In all seriousness, nothing wrong with an ice install. Unless it's a big ice install you see in vans then it's something I disagree with. Most people have an install and still have a quick car. Some people like their music I suppose, nothing wrong with that.

Nothing really wrong with a McDonalds meet either. Someone in a Skyline might just be at McDonalds when lots of Novas all appear at once lol 
 What about a Skyline meet at such a venue? :smokin:  I think if being seen at a meet in such a place with some Maxxers or even not is going to make people think less of the marque, then some people take things way too seriously.

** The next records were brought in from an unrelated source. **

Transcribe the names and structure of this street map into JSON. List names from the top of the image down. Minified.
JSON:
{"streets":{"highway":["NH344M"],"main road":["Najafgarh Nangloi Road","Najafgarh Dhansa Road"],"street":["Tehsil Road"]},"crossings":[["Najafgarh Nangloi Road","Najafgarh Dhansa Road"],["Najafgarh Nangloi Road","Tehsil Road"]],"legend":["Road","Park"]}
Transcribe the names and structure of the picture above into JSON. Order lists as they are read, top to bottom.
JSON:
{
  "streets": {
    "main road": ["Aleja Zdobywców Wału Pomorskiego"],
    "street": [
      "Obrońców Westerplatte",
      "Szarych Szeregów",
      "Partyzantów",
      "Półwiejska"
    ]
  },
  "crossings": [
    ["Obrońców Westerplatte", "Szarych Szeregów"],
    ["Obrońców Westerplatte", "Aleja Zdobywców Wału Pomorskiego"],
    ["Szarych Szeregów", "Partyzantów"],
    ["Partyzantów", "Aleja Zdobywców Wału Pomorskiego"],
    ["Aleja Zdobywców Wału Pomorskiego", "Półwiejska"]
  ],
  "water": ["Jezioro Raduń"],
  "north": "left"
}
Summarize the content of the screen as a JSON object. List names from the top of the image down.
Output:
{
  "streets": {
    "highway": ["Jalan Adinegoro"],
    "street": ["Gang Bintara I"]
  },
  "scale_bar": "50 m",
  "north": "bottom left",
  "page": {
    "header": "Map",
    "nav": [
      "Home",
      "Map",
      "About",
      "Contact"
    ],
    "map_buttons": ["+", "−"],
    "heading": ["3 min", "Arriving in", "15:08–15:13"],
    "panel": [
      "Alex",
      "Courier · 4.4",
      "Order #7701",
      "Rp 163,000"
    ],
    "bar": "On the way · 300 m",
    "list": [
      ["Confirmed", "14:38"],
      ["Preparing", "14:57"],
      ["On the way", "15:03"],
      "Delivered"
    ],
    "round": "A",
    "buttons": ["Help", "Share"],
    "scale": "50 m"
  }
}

But then I always believed in not caring what other people think for a lot of things.  :smokin:


----------



## deano (Jan 26, 2003)

skymania said:


> 11. Skylines should not be painted yellow - only joking Dean mate


You seem to have me confused with Junichi Tanaka


----------



## deano (Jan 26, 2003)

LSR said:


> 12. They shouldn't be called Lemons either - only joking


Again take it up with JUN


----------



## skymania (May 28, 2004)

Ah, and for that I am sorry


----------



## paulsskyline (Apr 24, 2004)

Pikey said:


> I'
> 
> I have something by Halfords on my car
> 
> .


I got my polish from halfords does that meen I have to get a SAXO now


----------



## GavGTR (Jan 12, 2004)

5. Even real Veilside kits are wrong 

Utterly disagree on this point - Some of the not so outragous kits are actually really quite good - Pity about the cost of them tho!


----------



## GavGTR (Jan 12, 2004)

AJFleming said:


> Dont knock a GTS-T until you have driven one, in some ways it is a better car than a GTR. :smokin:


I agree with this - As I own both a GTR and a very uprated GTS-T (unfortunately the latter is not in England - Sob!)


----------



## paul cawson (Jul 3, 2003)

paulsskyline said:


> I got my polish from halfords does that meen I have to get a SAXO now


So have I and one of the parts is on the engine


----------



## GavGTR (Jan 12, 2004)

paulsskyline said:


> I got my polish from halfords does that meen I have to get a SAXO now



I've brought a battery from Halfords - so It looks like I'm going Saxo shopping as well then! I'll create a new thread called the Saxo Percurement Club! and we can join in!


----------



## SteveN (Aug 6, 2002)

AJFleming said:


> Dont knock a GTS-T until you have driven one, in some ways it is a better car than a GTR. :smokin:


FFS i DIDNT knock GTSTs! What im saying is Nissan only intended the "GTR" to be the "Special" model, but everyones under the impression they own some kind of fookin exotica if they drive ANYTHING with the "Skyline" name on the back...


----------



## kenan (Apr 29, 2003)

I have to agree with the stickers down the door, LED washer etc. Was a guy with a Festa with HKS, Blitz etc so I wondered over and said "Nice car, whats under the hood" and then proceded to ask where the said HKS etc items were, I was all sweetness and light and making him admit they weren't there. His face was a picture when I pretended to be upset/let down by the lack of the parts  

I drive a "Max Power" car as well as my Skyline so your all taking about me, however mine is a wolf in sheeps clothing and agree some people ruin their cars. It's more the lower end cars as they can't afford anything nice to ruin so do it to cheaper cars (thank God). However Skyline owners don't all have good taste, how many have you seen with 3 spoke rims ?


----------



## blueskygtr (Mar 24, 2004)

Peach of a thread
Imo the shape of the skyline is pure sex on wheels anyway and needs no help from a bodykit!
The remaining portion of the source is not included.